### Available data

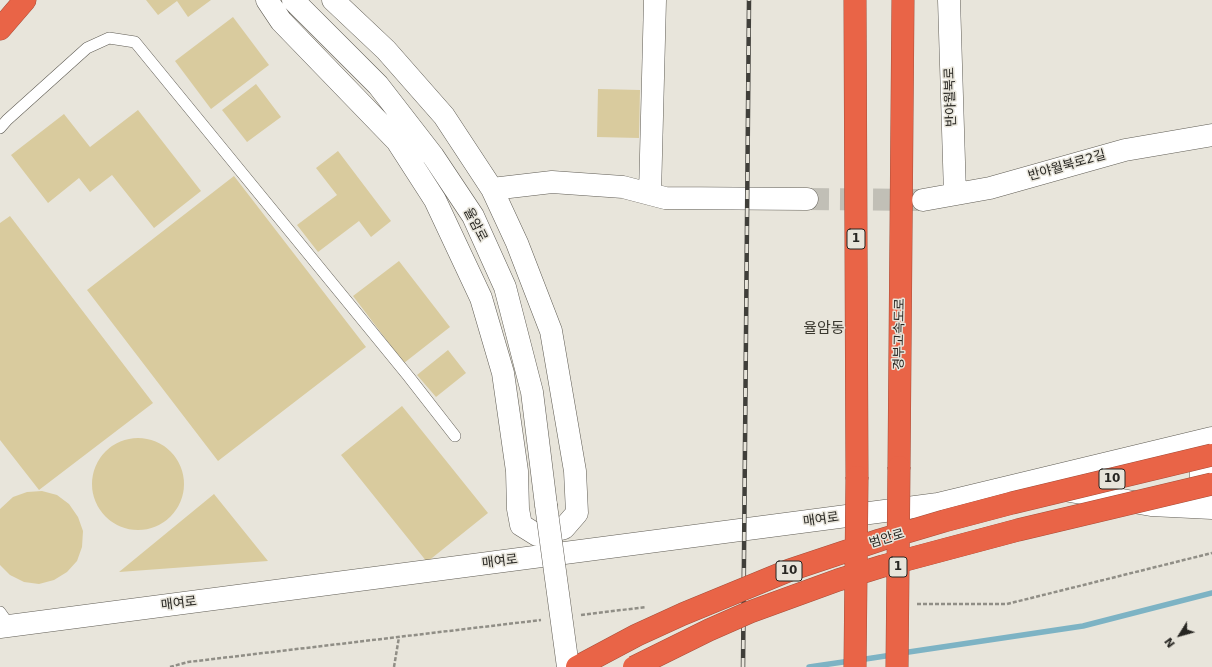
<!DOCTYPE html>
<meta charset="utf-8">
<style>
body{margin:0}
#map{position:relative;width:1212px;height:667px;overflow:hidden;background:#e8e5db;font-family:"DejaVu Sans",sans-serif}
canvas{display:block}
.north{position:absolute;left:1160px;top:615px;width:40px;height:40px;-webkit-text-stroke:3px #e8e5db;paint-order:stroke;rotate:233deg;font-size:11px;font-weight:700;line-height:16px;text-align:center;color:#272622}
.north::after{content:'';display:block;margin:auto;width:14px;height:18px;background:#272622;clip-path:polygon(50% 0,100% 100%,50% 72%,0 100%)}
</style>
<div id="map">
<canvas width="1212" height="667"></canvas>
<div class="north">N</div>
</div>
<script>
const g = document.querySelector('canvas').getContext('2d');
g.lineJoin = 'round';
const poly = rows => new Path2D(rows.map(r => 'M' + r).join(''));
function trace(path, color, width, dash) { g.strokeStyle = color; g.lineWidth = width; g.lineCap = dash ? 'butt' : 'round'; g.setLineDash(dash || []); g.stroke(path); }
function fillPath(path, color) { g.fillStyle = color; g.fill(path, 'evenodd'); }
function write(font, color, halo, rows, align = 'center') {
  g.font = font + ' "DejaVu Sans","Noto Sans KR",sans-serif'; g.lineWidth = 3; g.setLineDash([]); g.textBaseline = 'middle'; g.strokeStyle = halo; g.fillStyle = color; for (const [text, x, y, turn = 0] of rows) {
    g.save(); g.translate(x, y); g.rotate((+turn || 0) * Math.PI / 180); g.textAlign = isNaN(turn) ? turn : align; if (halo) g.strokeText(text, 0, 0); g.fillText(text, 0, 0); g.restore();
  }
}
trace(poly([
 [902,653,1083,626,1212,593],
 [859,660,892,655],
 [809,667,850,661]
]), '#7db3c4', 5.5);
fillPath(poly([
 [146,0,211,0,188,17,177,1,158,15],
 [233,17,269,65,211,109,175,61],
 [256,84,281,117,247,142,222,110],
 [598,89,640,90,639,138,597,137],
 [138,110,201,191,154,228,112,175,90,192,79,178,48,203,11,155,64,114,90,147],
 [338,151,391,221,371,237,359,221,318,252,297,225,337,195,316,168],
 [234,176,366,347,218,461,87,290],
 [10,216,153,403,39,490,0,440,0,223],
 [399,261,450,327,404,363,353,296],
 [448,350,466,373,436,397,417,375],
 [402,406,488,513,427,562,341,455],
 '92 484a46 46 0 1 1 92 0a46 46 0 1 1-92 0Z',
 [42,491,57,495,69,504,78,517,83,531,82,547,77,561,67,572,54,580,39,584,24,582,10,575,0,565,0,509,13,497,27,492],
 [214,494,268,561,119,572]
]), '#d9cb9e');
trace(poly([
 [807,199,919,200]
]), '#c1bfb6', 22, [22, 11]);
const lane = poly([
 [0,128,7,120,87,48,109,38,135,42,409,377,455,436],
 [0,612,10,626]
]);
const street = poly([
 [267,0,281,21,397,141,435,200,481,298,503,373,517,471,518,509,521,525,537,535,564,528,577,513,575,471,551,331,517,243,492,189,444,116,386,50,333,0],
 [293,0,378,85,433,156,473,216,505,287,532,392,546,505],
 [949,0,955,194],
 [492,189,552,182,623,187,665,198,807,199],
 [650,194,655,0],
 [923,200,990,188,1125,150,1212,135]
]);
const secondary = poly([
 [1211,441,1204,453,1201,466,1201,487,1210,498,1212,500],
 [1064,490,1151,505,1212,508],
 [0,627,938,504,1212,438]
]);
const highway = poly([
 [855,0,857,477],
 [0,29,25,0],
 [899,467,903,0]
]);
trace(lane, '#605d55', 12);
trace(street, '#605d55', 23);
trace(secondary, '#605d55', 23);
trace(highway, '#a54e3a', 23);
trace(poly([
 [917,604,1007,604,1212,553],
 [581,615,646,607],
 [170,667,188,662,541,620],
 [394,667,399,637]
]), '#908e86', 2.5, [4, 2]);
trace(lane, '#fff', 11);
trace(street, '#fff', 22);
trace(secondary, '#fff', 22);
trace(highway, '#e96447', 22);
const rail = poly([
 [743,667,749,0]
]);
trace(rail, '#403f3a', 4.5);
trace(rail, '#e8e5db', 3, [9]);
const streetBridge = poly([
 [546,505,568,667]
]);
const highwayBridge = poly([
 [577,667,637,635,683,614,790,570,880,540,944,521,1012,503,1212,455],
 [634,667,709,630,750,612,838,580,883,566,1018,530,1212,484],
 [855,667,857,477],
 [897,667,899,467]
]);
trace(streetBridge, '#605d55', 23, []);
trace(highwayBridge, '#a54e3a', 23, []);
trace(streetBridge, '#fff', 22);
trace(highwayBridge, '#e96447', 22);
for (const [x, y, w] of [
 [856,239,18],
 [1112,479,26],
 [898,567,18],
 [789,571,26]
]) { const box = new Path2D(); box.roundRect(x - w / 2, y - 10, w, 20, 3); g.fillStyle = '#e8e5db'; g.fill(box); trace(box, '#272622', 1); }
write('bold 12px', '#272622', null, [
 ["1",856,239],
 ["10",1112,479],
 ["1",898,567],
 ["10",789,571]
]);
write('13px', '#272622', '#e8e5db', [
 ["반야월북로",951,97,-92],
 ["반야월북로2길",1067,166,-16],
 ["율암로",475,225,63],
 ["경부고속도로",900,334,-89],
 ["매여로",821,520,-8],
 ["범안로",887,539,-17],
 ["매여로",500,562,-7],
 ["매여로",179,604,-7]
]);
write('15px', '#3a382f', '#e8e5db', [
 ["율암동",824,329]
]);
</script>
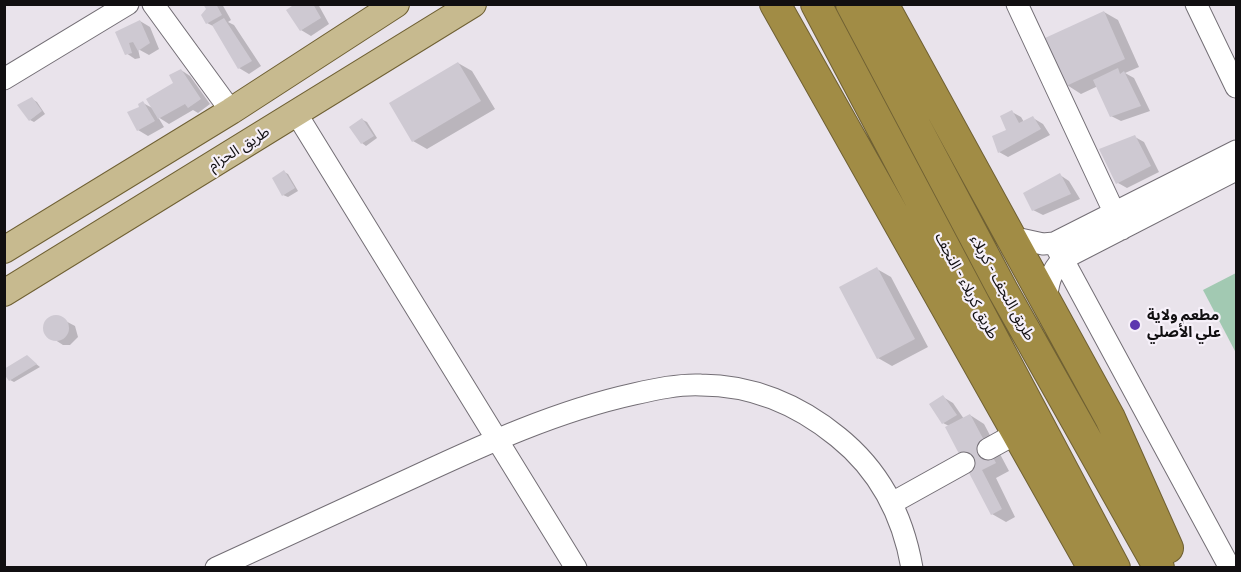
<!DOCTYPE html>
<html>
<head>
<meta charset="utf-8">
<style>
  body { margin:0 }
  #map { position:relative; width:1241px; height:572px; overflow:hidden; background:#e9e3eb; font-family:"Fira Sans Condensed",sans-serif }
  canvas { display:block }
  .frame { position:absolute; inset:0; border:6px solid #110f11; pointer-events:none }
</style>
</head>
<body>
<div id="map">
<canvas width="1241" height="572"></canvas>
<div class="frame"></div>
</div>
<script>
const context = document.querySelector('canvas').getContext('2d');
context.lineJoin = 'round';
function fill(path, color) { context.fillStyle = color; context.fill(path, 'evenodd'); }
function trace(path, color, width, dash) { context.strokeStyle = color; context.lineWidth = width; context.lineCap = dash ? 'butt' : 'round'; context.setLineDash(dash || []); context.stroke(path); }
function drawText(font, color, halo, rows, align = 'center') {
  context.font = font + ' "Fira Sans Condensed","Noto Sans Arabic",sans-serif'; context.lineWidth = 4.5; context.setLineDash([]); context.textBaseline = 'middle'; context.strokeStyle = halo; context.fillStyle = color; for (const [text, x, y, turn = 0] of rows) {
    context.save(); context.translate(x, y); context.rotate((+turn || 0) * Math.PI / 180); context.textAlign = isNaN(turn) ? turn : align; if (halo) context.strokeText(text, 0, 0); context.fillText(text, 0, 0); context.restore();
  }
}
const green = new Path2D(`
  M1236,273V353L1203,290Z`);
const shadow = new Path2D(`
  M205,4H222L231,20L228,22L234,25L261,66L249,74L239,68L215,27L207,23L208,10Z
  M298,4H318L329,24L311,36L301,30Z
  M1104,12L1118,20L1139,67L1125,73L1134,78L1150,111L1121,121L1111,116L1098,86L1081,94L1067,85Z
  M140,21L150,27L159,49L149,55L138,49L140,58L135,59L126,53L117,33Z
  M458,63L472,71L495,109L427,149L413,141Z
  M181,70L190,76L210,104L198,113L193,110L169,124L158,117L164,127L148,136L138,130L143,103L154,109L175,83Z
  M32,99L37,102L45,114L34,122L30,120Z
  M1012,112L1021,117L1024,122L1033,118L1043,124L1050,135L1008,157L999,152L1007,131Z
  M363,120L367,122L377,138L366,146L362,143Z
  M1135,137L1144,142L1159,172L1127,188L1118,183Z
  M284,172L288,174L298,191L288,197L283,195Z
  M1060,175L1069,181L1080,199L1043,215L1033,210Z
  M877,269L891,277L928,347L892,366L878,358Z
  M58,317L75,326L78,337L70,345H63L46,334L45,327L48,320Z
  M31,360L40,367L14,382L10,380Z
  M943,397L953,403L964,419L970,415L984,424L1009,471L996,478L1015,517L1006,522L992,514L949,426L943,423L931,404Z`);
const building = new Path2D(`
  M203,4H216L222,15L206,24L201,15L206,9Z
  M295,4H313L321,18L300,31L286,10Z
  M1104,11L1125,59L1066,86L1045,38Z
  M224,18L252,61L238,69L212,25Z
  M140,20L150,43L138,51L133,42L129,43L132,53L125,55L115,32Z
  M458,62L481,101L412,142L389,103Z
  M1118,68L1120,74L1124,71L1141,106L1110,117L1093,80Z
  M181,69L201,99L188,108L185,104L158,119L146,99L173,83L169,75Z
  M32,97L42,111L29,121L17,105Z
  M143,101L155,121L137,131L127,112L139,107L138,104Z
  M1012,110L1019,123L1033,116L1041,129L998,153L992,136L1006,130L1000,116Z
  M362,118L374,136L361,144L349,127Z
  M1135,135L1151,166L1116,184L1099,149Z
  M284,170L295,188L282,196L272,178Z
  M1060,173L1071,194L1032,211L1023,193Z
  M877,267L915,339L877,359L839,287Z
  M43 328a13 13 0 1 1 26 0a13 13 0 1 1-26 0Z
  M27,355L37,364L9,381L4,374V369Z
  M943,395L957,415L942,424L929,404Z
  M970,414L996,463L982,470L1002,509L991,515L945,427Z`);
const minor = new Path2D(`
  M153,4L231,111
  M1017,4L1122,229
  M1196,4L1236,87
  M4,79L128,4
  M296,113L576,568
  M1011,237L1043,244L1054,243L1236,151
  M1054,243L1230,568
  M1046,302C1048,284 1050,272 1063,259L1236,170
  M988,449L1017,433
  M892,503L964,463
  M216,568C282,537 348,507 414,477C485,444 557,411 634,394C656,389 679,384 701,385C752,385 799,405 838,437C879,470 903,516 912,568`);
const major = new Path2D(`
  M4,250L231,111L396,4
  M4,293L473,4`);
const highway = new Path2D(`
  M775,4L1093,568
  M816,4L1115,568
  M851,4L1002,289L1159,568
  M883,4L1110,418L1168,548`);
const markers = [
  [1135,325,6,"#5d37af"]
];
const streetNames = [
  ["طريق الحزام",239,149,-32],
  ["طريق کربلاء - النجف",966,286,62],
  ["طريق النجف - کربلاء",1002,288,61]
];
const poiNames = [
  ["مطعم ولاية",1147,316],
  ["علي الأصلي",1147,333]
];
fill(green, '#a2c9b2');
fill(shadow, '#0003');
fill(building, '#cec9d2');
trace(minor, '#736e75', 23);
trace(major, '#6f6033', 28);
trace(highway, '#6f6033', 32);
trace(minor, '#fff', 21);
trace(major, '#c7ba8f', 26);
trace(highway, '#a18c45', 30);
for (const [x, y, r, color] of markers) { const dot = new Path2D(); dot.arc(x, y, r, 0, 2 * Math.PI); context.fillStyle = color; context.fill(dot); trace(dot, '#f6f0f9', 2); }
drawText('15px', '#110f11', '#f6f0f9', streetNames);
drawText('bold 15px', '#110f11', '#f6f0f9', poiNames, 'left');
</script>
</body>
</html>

### Exercise requirements
Take the line above containing "context.lineJoin = 'round';", the line containing "M877,269L891,277L928,347L892,366L878,358Z", and all lines in between, and copy them exactly without anything else.

### Result below
context.lineJoin = 'round';
function fill(path, color) { context.fillStyle = color; context.fill(path, 'evenodd'); }
function trace(path, color, width, dash) { context.strokeStyle = color; context.lineWidth = width; context.lineCap = dash ? 'butt' : 'round'; context.setLineDash(dash || []); context.stroke(path); }
function drawText(font, color, halo, rows, align = 'center') {
  context.font = font + ' "Fira Sans Condensed","Noto Sans Arabic",sans-serif'; context.lineWidth = 4.5; context.setLineDash([]); context.textBaseline = 'middle'; context.strokeStyle = halo; context.fillStyle = color; for (const [text, x, y, turn = 0] of rows) {
    context.save(); context.translate(x, y); context.rotate((+turn || 0) * Math.PI / 180); context.textAlign = isNaN(turn) ? turn : align; if (halo) context.strokeText(text, 0, 0); context.fillText(text, 0, 0); context.restore();
  }
}
const green = new Path2D(`
  M1236,273V353L1203,290Z`);
const shadow = new Path2D(`
  M205,4H222L231,20L228,22L234,25L261,66L249,74L239,68L215,27L207,23L208,10Z
  M298,4H318L329,24L311,36L301,30Z
  M1104,12L1118,20L1139,67L1125,73L1134,78L1150,111L1121,121L1111,116L1098,86L1081,94L1067,85Z
  M140,21L150,27L159,49L149,55L138,49L140,58L135,59L126,53L117,33Z
  M458,63L472,71L495,109L427,149L413,141Z
  M181,70L190,76L210,104L198,113L193,110L169,124L158,117L164,127L148,136L138,130L143,103L154,109L175,83Z
  M32,99L37,102L45,114L34,122L30,120Z
  M1012,112L1021,117L1024,122L1033,118L1043,124L1050,135L1008,157L999,152L1007,131Z
  M363,120L367,122L377,138L366,146L362,143Z
  M1135,137L1144,142L1159,172L1127,188L1118,183Z
  M284,172L288,174L298,191L288,197L283,195Z
  M1060,175L1069,181L1080,199L1043,215L1033,210Z
  M877,269L891,277L928,347L892,366L878,358Z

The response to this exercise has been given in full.